━━━ Given information ━━━

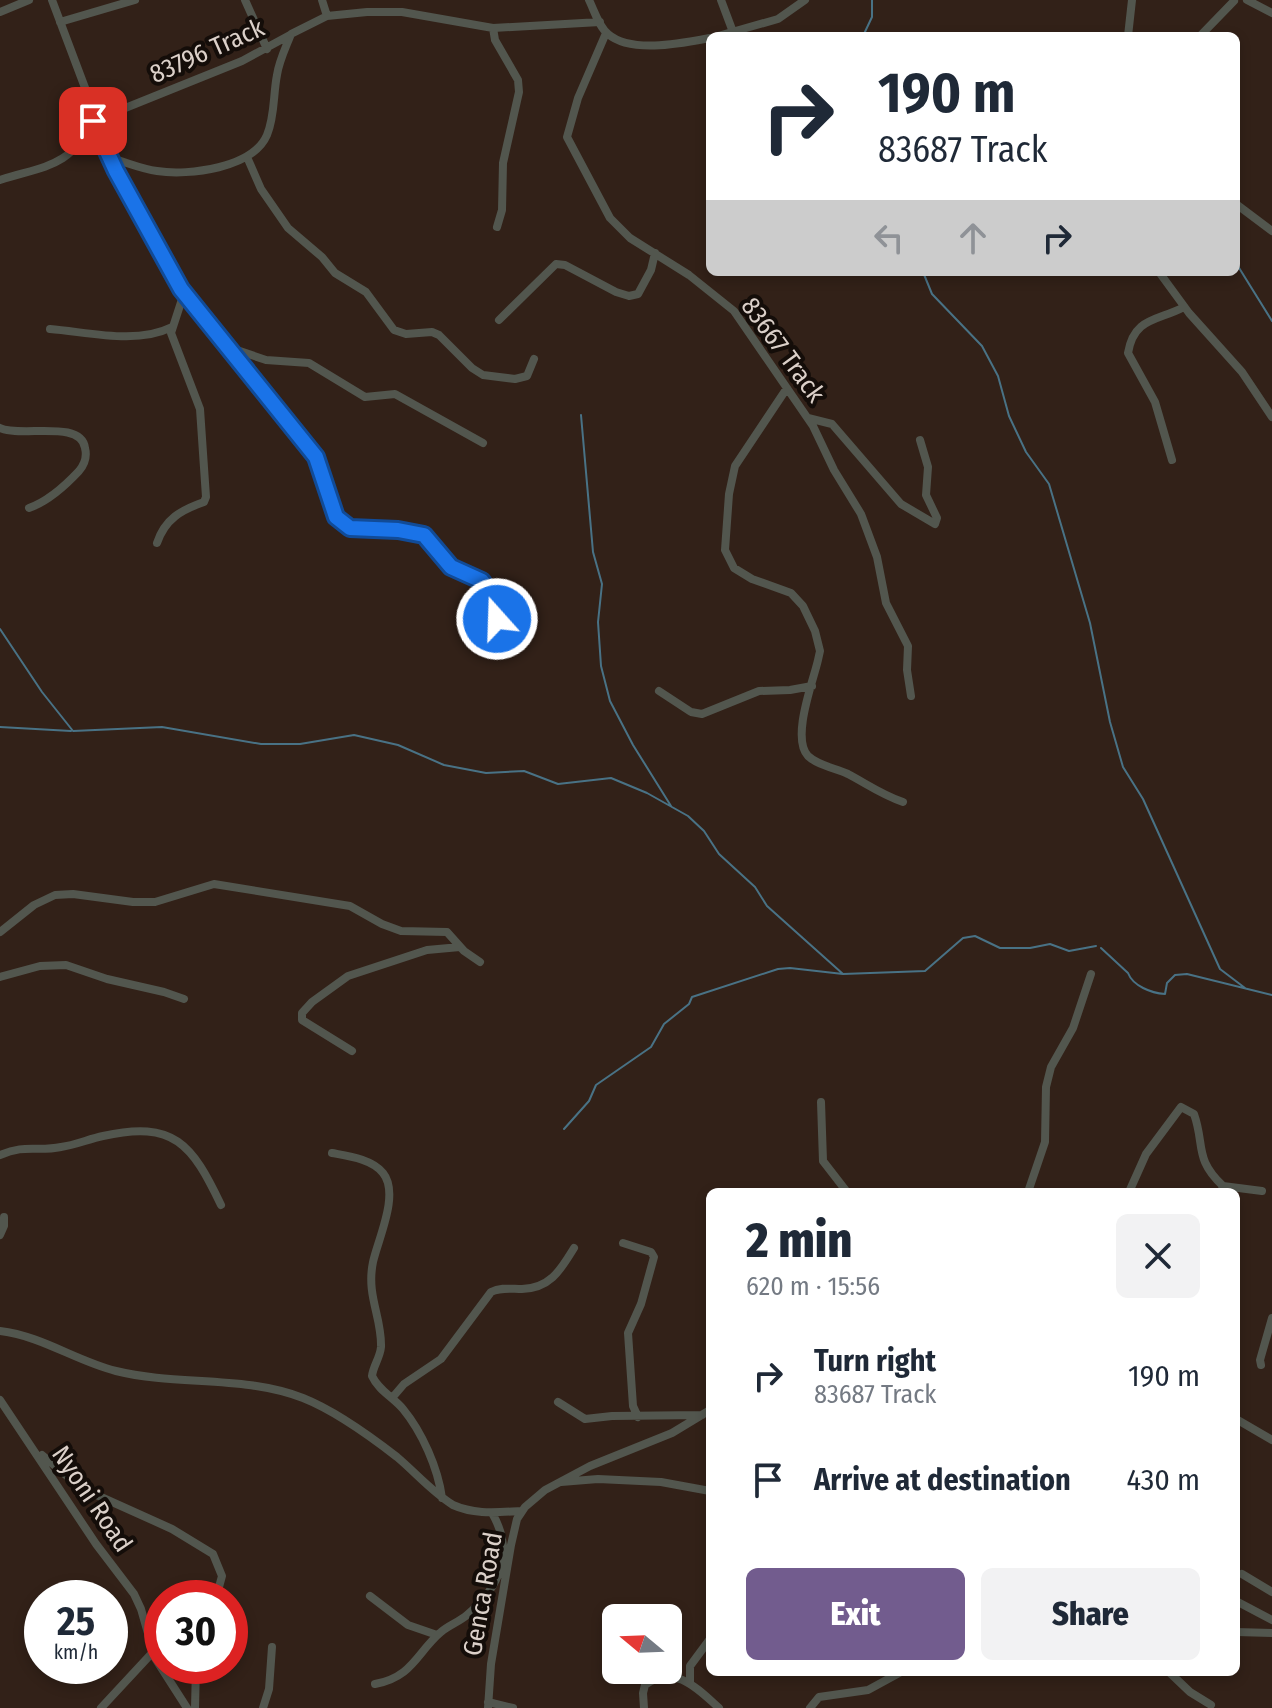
<!DOCTYPE html>
<html lang="en">
<head>
<meta charset="utf-8">
<style>
  :root { --surface:#fff; --page:#f2f2f3; --text:#1f2937; --muted:#747a83; --accent:#725c8e }
  body { margin:0; font-family:"Fira Sans Condensed",sans-serif; background:var(--page); color:var(--text); height:100vh; display:flex; flex-direction:column; font-size:30px; white-space:nowrap }
  * { box-sizing:border-box; margin:0 }
  p { font-size:26px; color:var(--muted) }
  .icon { flex:none; width:44px; height:44px; fill:none; stroke:currentColor; stroke-width:2; stroke-linecap:round; stroke-linejoin:round }
  .map { position:relative; flex:1; overflow:hidden }
  .panel { position:absolute; left:706px; top:1188px; width:534px; height:488px; display:flex; flex-direction:column; background:var(--surface); border-radius:12px; box-shadow:0 4px 12px #0003 }
  .panel>* { flex:none }
  .top-card { position:absolute; left:706px; top:32px; width:534px; height:244px; border-radius:12px; box-shadow:0 4px 12px #0003; background:#fff; color:var(--text); overflow:hidden }
  .needle { width:52px; rotate:289deg }
  .buttons { position:absolute; left:602px; top:1604px; display:grid; gap:16px }
  .buttons a { display:grid; place-items:center; width:80px; height:80px; border-radius:12px; background:var(--surface); box-shadow:0 4px 12px #0003; font-size:40px }
  .speed { position:absolute; left:24px; top:1580px; display:flex; gap:16px; font-size:40px; font-weight:700; text-align:center }
  .speed>* { display:grid; place-content:center; width:104px; height:104px; border-radius:50%; background:var(--surface); box-shadow:0 4px 12px #0003; line-height:1 }
  .speed small { font-size:20px; font-weight:400 }
  .speed .limit { border:12px solid #d22; background:#fff; color:#111 }
  .pin { position:absolute; display:grid; place-items:center; width:68px; height:68px; color:#fff; margin:-34px; border-radius:16px; box-shadow:0 4px 12px #0006 }
  .me { position:absolute; width:88px; margin:-44px; rotate:340deg; stroke-linejoin:round; filter:drop-shadow(0 0 6px #0008) }
  .turn { display:flex; align-items:center; gap:28px; height:168px; padding:0 40px; font-size:36px }
  .turn .icon { width:104px; height:104px; stroke-width:2.5 }
  .turn b { display:block; font-size:56px; line-height:68px }
  .lanes { display:flex; align-items:center; height:76px; padding:0 40px; background:#0003; justify-content:center; gap:40px; direction:ltr }
  .lanes .off { opacity:.35 }
  .round { display:grid; place-items:center; flex:none; width:84px; height:84px; border-radius:12px; background:var(--page) }
  .head { display:flex; align-items:center; justify-content:space-between; height:136px; padding:0 40px }
  h1 { font-size:48px; font-weight:800; line-height:60px }
  .cta { display:flex; gap:16px; margin-top:auto; padding:16px 40px }
  .cta a { flex:1; height:92px; border-radius:12px; background:var(--accent); color:#fff; font-size:32px; font-weight:800; line-height:92px; text-align:center }
  .cta a+a { background:var(--page); color:var(--text) }
  ul { padding:0; list-style:none }
  li { display:flex; align-items:center; gap:24px; height:104px; padding:0 40px }
  li div { flex:1 }
  li b { display:block; font-size:30px }
  li em { font-style:normal }
  .map>svg:first-child { display:block }
  .lines { fill:none; stroke-linecap:round; stroke-linejoin:round }
  .stream { stroke:#497285; stroke-width:2 }
  .minor { stroke:#52564e; stroke-width:8 }
  .route-casing { stroke:#114b97; stroke-width:20 }
  .route { stroke:#1a73e8; stroke-width:14 }
  .labels { text-anchor:middle; dominant-baseline:central; stroke-width:8; stroke-linejoin:round; paint-order:stroke }
  .street-label { font-size:26px; fill:#dbd0c9; stroke:#140d09 }
</style>
</head>
<body>
<div class="map">
<svg width="1272" height="1708" viewBox="0 0 1272 1708">
  <rect width="100%" height="100%" fill="#322118"/>
  <g class="lines">
    <path class="stream" d="M 863,36 L 872,17 L 872,0
      M 1236,263 L 1272,321
      M 923,272 L 932,294 L 982,346 L 998,376 L 1009,416 L 1026,452 L 1049,484 L 1090,623 L 1110,722 L 1123,767 L 1143,799 L 1220,969 L 1245,988
      M 581,415 L 593,552 L 602,584 L 598,622 L 601,666 L 610,701 L 633,745 L 671,806
      M 0,629 L 42,692 L 73,731 L 162,727 L 261,744 L 300,744 L 354,735 L 398,745 L 444,765 L 486,773 L 524,771 L 558,784 L 611,778 L 647,793 L 688,816 L 704,831 L 719,854 L 755,887 L 767,906 L 843,974
      M 0,727 L 71,731
      M 1101,948 L 1128,973 C 1133,986 1151,993 1165,994 L 1167,983 L 1175,975 L 1187,974 L 1272,995
      M 564,1129 L 589,1101 L 596,1085 L 651,1047 L 664,1024 L 689,1004 L 692,997 L 778,969 L 790,968 L 843,974 L 925,971 L 963,938 L 975,936 L 1000,948 L 1030,948 L 1050,944 L 1069,951 L 1096,946"/>
    <path class="minor" d="M 52,0 L 87,93 L 93,121 L 110,158 L 175,281 L 212,331 L 309,446 L 320,465 L 333,511 L 344,525 L 356,530 L 398,530 L 424,535 L 450,566 L 482,581 L 490,592 L 498,613 L 489,633 L 472,640
      M 245,0 L 267,49
      M 322,0 L 327,16
      M 589,0 C 594,10 599,27 608,34 C 631,54 683,43 710,38
      M 721,0 L 733,32
      M 1247,0 L 1272,13
      M 0,12 L 29,0
      M 60,22 L 135,0
      M 493,28 L 495,40 L 518,80 L 519,92 L 503,163 L 502,210 L 497,227
      M 606,33 L 578,98 L 567,137 L 610,218 L 630,238 L 689,275 L 734,311 L 813,426 L 834,470 L 861,514 L 877,557 L 886,603 L 908,646 L 907,670 L 911,696
      M 718,36 L 778,19 L 805,0
      M 1128,36 L 1132,0
      M 1200,36 L 1234,1
      M 93,121 L 242,61 L 290,35
      M 247,157 L 261,189 L 288,228 L 322,257 L 335,273 L 366,292 L 394,330 L 406,334 L 432,332 L 439,335 L 472,368 L 483,375 L 515,379 L 527,376 L 534,359
      M 110,158 C 126,162 141,169 157,171 C 189,176 253,168 267,135 C 275,116 273,95 277,75 C 279,61 286,47 291,34 L 327,16 L 367,12 L 402,12 L 493,28 L 600,22
      M 0,180 C 47,165 69,168 93,121
      M 1236,204 L 1272,231
      M 1159,272 L 1189,313 L 1242,372 L 1272,417
      M 499,320 L 556,264 L 565,265 L 616,292 L 629,296 L 638,294 L 651,270 L 655,253
      M 50,329 C 88,332 136,345 172,327
      M 225,346 L 266,360 L 309,363 L 365,397 L 395,394 L 483,443
      M 787,388 L 735,466 L 729,494 L 725,550 L 734,568 L 752,579 L 791,593 L 803,606 L 815,631 L 820,651 L 818,660 C 813,682 791,738 808,756 C 819,766 835,768 848,774 C 867,784 882,795 903,802
      M 808,418 L 832,424 L 901,504 L 935,524 L 937,518 L 926,495 L 928,467 L 920,440
      M 0,428 C 20,438 81,419 85,448 C 87,456 85,464 79,471 C 65,486 49,501 29,508
      M 1172,460 L 1155,402 L 1128,353 C 1134,317 1158,321 1184,307
      M 157,543 C 165,519 181,510 204,502 L 206,497 L 200,409 L 171,333 L 184,293
      M 659,691 L 691,712 L 702,714 L 759,691 L 790,690 L 812,686
      M 0,932 L 34,905 L 55,895 L 73,894 L 133,902 L 155,902 L 214,884 L 350,906 L 382,924 L 401,931 L 447,932 L 464,951 L 480,962
      M 0,977 L 40,966 L 66,965 L 107,979 L 164,992 L 184,999
      M 352,1051 L 302,1020 L 302,1013 L 312,1002 L 348,976 L 427,950 L 460,947
      M 821,1102 L 823,1161 L 847,1192
      M 332,1153 C 348,1156 372,1159 383,1173 C 400,1194 378,1239 373,1262 C 366,1296 382,1317 381,1347 C 380,1358 373,1366 372,1376 C 379,1391 393,1397 403,1409 C 422,1432 438,1468 442,1498
      M 0,1155 C 25,1144 37,1152 61,1147 C 75,1145 89,1139 103,1136 C 174,1120 192,1144 221,1205
      M 1223,1186 L 1262,1191
      M 1028,1192 L 1045,1142 L 1046,1087 L 1051,1067 L 1073,1028 L 1091,974
      M 1129,1192 L 1146,1154 L 1181,1107 L 1194,1114 C 1205,1145 1194,1159 1223,1186 L 1221,1192
      M 0,1235 L 4,1226 L 4,1217
      M 623,1243 L 651,1252 L 654,1257 L 641,1304 L 628,1333 L 633,1406 L 638,1417
      M 0,1331 C 42,1336 76,1361 116,1371 C 177,1386 244,1375 303,1398 C 336,1411 370,1436 397,1457 C 416,1473 432,1492 453,1505 C 475,1515 498,1512 522,1511
      M 1261,1365 L 1260,1360 L 1272,1318
      M 392,1398 L 404,1384 L 441,1359 L 491,1292 C 501,1287 511,1289 522,1289 C 551,1288 561,1269 574,1248
      M 0,1400 L 96,1544 L 134,1594 L 141,1609 L 155,1658 L 187,1708
      M 558,1402 L 585,1419 L 612,1416 L 702,1415
      M 1236,1419 L 1272,1440
      M 42,1455 L 81,1488 L 172,1529 L 213,1554 L 222,1576 L 216,1598
      M 561,1482 L 598,1479 L 661,1482 L 710,1491
      M 1242,1574 L 1272,1592
      M 370,1596 L 408,1625 L 437,1635
      M 1236,1601 L 1272,1620
      M 1236,1632 L 1272,1633
      M 1169,1672 L 1190,1692 L 1211,1705
      M 690,1683 L 690,1666 L 710,1639
      M 375,1684 C 413,1677 417,1652 441,1632 C 449,1625 459,1622 467,1615 C 500,1587 515,1552 492,1513
      M 488,1702 L 513,1708
      M 101,1708 L 153,1652
      M 195,1708 L 196,1666
      M 263,1708 L 269,1689 L 272,1647
      M 488,1708 L 491,1664 L 511,1545 L 517,1519 L 525,1507 L 545,1490 L 590,1466 L 672,1433 L 710,1410
      M 644,1708 L 643,1693 L 645,1685 C 674,1663 698,1689 719,1708
      M 810,1708 L 819,1697 L 868,1690 L 901,1672"/>
  </g>
  <g class="lines">
    <g class="route-casing">
      <path id="route" d="M 93,121 L 116,171 L 181,289 L 316,457 L 336,517 L 350,528 L 398,530 L 424,535 L 451,567 L 482,581 L 494,602 L 497,619"/>
    </g>
    <use href="#route" class="route"/>
  </g>
  <g class="labels">
    <g class="street-label">
      <text transform="translate(207 51) rotate(-24)">83796 Track</text>
      <text transform="translate(783 350) rotate(54)">83667 Track</text>
      <text transform="translate(92 1499) rotate(56)">Nyoni Road</text>
      <text transform="translate(483 1594) rotate(-80)">Genca Road</text>
    </g>
  </g>
</svg>
<div class="buttons">
<a><svg class="needle" viewBox="-14 -14 28 28"><path d="M0-13l5 13h-10z" fill="#e53935"/><path d="M0 13l5-13h-10z" fill="#747a83"/></svg></a>
</div>
<div class="speed"><div>25<small>km/h</small></div><div class="limit">30</div></div>
<div class="pin" style="left:93px;top:121px;background:#d93025"><svg class="icon" aria-label="arrive" viewBox="0 0 24 24"><path d="M6 21V4h12l-3 4 3 4H6"/></svg></div>
<svg class="me" style="left:497px;top:619px" viewBox="-20 -20 40 40"><circle r="17" fill="#1a73e8" stroke="#fff" stroke-width="3"/><path d="M0-11L8 9 0 5-8 9z" fill="#fff"/></svg>
<div class="top-card">
<div class="turn"><svg class="icon" aria-label="right" viewBox="0 0 24 24"><path d="M7 20v-9h11M14 6l5 5-5 5"/></svg><div><b>190 m</b>83687 Track</div></div>
<div class="lanes"><svg class="icon off" aria-label="left" viewBox="0 0 24 24"><path d="M17 20v-9H6M10 6l-5 5 5 5"/></svg><svg class="icon off" aria-label="ahead" viewBox="0 0 24 24"><path d="M12 20V5M6 11l6-6 6 6"/></svg><svg class="icon" aria-label="right" viewBox="0 0 24 24"><path d="M7 20v-9h11M14 6l5 5-5 5"/></svg></div>
</div>
<section class="panel">
<div class="head"><div><h1>2 min</h1><p>620 m · 15:56</p></div><a class="round"><svg class="icon" aria-label="close" viewBox="0 0 24 24"><path d="M6 6l12 12M18 6L6 18"/></svg></a></div>
<ul>
<li><svg class="icon" aria-label="right" viewBox="0 0 24 24"><path d="M7 20v-9h11M14 6l5 5-5 5"/></svg><div><b>Turn right</b><p>83687 Track</p></div><em>190 m</em></li>
<li><svg class="icon" aria-label="arrive" viewBox="0 0 24 24"><path d="M6 21V4h12l-3 4 3 4H6"/></svg><div><b>Arrive at destination</b></div><em>430 m</em></li>
</ul>
<div class="cta"><a>Exit</a><a>Share</a></div>
</section>
</div>
</body>
</html>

━━━

→ **Work to be completed**: Each line of the data that contains "grid" belongs in the answer.

→ **The answer**:
  .buttons { position:absolute; left:602px; top:1604px; display:grid; gap:16px }
  .buttons a { display:grid; place-items:center; width:80px; height:80px; border-radius:12px; background:var(--surface); box-shadow:0 4px 12px #0003; font-size:40px }
  .speed>* { display:grid; place-content:center; width:104px; height:104px; border-radius:50%; background:var(--surface); box-shadow:0 4px 12px #0003; line-height:1 }
  .pin { position:absolute; display:grid; place-items:center; width:68px; height:68px; color:#fff; margin:-34px; border-radius:16px; box-shadow:0 4px 12px #0006 }
  .round { display:grid; place-items:center; flex:none; width:84px; height:84px; border-radius:12px; background:var(--page) }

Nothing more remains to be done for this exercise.